Not content with making more money this year than last year, the association of local franchisors is working to further continue growing its members’ sales next year by encouraging them to open more stores or branches. Last year, their store revenues already grew by 29 percent to P13.8 billion from P10.7 billion in 2006. This translates to a daily sale of about P37.8 million.
In a recent press briefing, the Association of Filipino Franchisers, Inc. (AFFI) said the group would target a revenue growth of another 25 percent to 30 percent for this year.
This would be achieved “by encouraging more [AFFI] members to open more stores and more branches,” said Armando 0. Bartolome, AFFI member and president of consulting firm GMB Franchise Developers.
AFFI’s 80 members also sustained 24,039 jobs last year, in a total of 4,046 branches nationwide. About 1,416 or 35 percent of these branches are company-owned while 2,630 or 65 percent are entirely franchised.
“Each AFFI member company has been in the business for an average of 15 years. They have achieved a ‘high’ 98.6 percent rate of success or profitability,” Bartolome also said.
AFFI president Rommel Juan of Binalot Fiesta Foods noted the advantage of buying a local franchise, instead of a foreign one. “When you’re a foreign franchisor, you’re watching two things: your business cycle and the currency exchange. With a local franchise, you concentrate on your core business,” Juan said.
Richard Sanz, AFFI public relations officer, pointed out that “franchising is one way of cutting short the entrepreneurial process since investors would buy an established business.”
He said franchising would also help the government’s micro, small and medium enterprises (MSME) agenda, which would solve unemployment by encouraging over 800,000 MSMEs nationwide to hire two additional workers every year.
This program will almost cover the estimated 1.8 million new workers that enter the labor force every year, Sanz said.
At the forefront of the financial support for the SMEs is Small Business Corporation, formerly the Small Business Guarantee and Finance Corporation (SBCorp). It has three SME “target sectors”: pre-bankable firms, or startups who cannot get a loan from banks; near-bankable firms or those who can obtain a bank loan but will have to shell collateral; and bankable firms who are seen as having no problems securing credit.
“SBCorp provides direct lending to pre-bankable firms and credit guarantee covers for near-bankable firms. For bankable firms, we provide funding to banks to reduce the rates of medium-to-long-term financing. We have also recently introduced risk-based lending as a product offering,” says SBCorp chairman Virgilio R. Angelo.

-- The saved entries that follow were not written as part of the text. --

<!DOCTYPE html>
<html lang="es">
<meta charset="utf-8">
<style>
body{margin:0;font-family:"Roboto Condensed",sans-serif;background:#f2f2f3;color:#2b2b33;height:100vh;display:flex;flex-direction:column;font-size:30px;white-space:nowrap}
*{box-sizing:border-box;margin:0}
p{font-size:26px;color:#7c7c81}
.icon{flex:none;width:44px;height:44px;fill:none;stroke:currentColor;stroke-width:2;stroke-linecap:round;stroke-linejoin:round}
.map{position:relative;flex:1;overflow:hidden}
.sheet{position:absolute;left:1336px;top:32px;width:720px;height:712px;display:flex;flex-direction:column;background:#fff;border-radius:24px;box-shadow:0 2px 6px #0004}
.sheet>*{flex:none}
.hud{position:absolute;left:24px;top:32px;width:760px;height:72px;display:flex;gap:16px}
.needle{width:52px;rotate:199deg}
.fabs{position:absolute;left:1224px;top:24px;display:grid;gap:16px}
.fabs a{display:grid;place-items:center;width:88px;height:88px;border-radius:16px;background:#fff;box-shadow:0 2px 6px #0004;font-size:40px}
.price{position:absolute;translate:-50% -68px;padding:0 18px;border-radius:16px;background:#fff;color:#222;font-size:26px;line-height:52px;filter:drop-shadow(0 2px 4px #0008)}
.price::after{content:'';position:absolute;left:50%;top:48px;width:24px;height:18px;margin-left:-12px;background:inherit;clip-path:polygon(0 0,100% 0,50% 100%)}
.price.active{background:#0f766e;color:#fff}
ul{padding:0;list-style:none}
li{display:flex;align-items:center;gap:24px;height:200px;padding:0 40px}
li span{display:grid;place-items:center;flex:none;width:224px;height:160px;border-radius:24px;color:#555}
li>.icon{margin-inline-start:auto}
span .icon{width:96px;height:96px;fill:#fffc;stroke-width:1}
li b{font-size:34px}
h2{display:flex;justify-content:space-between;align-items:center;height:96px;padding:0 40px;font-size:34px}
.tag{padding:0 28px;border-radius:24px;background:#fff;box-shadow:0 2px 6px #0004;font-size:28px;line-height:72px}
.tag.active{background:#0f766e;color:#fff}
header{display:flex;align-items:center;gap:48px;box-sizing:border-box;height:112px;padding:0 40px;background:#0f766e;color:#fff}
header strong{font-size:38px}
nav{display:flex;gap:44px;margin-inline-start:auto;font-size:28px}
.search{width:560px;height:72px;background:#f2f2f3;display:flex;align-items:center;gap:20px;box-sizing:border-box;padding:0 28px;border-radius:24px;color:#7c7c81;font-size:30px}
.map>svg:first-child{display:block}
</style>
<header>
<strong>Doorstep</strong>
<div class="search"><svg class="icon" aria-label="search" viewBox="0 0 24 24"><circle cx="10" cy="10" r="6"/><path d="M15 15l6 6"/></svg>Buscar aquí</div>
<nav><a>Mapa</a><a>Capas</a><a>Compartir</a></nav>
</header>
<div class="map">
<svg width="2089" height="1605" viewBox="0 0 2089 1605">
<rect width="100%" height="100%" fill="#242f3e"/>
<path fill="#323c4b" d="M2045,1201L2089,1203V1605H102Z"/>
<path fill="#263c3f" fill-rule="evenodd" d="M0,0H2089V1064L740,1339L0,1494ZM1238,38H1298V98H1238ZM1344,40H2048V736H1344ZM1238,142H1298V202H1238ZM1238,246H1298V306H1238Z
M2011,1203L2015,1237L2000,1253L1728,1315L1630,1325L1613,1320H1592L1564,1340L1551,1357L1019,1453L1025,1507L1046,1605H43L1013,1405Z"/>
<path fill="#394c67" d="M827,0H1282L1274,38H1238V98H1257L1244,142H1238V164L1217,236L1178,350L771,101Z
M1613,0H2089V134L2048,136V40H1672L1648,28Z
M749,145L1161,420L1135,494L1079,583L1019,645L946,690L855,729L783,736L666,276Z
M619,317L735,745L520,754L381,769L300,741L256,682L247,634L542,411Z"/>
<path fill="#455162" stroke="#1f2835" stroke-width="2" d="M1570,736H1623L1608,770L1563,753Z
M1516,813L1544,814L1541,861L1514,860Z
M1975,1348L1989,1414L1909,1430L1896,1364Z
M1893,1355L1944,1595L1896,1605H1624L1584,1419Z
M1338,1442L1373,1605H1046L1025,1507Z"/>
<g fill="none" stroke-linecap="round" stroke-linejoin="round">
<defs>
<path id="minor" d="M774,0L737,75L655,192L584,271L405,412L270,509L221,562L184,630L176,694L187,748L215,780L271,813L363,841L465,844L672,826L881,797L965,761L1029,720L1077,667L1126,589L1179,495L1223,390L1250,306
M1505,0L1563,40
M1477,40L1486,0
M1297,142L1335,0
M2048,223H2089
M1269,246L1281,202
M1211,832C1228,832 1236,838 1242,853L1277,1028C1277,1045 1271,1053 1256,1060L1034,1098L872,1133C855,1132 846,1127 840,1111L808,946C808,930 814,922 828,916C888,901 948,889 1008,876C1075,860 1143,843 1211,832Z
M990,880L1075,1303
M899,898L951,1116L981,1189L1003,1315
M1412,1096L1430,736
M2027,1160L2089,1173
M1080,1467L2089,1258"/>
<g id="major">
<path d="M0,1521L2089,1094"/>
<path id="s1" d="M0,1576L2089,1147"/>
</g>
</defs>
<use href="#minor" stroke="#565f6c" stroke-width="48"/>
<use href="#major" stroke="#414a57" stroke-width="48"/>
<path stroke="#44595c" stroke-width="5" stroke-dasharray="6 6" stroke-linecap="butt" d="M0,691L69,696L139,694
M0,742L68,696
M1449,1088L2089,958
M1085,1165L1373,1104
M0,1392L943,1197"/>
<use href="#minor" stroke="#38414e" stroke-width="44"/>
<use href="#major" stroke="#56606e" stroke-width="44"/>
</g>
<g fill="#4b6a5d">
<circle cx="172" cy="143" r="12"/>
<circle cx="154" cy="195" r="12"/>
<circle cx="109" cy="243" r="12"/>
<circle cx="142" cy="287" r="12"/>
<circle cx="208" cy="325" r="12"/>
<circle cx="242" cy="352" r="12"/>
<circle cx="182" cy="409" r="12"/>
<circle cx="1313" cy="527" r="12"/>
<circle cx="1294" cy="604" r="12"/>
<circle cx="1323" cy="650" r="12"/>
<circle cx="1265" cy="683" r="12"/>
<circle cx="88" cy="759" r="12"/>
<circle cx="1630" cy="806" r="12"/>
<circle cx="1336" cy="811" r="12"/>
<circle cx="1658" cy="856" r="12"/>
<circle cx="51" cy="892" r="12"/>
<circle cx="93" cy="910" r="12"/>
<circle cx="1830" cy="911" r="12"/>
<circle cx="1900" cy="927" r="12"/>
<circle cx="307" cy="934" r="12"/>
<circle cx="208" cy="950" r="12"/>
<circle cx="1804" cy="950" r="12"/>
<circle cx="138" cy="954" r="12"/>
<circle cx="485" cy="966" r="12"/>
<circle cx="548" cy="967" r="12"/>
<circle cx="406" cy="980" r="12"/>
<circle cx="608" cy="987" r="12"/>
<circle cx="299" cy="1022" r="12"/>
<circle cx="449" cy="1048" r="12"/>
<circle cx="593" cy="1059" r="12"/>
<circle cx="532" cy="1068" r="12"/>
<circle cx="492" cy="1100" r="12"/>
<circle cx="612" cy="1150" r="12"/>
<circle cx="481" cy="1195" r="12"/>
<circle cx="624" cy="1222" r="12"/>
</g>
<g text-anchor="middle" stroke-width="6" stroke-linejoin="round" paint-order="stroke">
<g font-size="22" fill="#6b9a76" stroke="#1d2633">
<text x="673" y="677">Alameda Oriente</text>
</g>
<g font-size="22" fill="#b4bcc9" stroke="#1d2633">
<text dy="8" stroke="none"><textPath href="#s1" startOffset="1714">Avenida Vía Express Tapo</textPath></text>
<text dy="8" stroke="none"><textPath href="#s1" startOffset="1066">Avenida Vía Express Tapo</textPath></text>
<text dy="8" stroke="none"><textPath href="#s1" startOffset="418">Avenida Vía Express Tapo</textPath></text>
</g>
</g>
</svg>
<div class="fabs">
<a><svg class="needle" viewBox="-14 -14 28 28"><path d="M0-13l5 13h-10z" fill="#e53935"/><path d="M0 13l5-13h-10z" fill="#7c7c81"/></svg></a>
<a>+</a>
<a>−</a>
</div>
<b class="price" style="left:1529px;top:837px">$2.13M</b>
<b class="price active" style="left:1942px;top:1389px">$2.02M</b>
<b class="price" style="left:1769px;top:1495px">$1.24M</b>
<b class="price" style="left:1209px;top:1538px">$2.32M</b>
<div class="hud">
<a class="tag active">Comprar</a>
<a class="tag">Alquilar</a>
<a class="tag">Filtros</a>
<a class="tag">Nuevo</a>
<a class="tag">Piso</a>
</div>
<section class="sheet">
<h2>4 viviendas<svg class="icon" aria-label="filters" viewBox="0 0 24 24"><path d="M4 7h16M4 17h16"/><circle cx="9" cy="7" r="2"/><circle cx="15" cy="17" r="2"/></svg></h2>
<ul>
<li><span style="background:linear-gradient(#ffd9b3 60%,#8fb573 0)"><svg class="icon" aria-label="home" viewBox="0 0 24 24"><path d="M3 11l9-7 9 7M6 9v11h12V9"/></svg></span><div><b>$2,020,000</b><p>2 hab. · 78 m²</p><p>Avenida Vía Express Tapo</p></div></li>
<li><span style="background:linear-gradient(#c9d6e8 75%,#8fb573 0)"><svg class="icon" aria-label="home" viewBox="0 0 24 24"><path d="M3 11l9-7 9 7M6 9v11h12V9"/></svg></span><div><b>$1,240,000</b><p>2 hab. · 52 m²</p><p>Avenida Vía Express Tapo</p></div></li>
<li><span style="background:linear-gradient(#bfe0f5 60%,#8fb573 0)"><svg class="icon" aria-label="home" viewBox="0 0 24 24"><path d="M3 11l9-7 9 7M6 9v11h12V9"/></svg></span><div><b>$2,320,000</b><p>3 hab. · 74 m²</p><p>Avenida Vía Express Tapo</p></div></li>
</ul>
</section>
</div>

“As a matter of fact, we have lent a total of P13.7 Billion to some 7,082 SME borrowers since 2004. We aim to help the 743,628 micro, 60,785 small and 2,922 medium entrepreneurs in our country today. They are the backbone of our economy as they employ about 69.9 percent of the country’s labor force,” Angelo adds.
In most cases, franchisers agree to give up to a 50 percent corporate guarantee to franchise buyers, he said. SBCorp however requires franchisers to have an operating manual, three years of franchise experiences and three profitable franchises.
“As a safeguard, we do not encourage people to do business with new franchises that do not have an established track record yet,” Angelo concluded.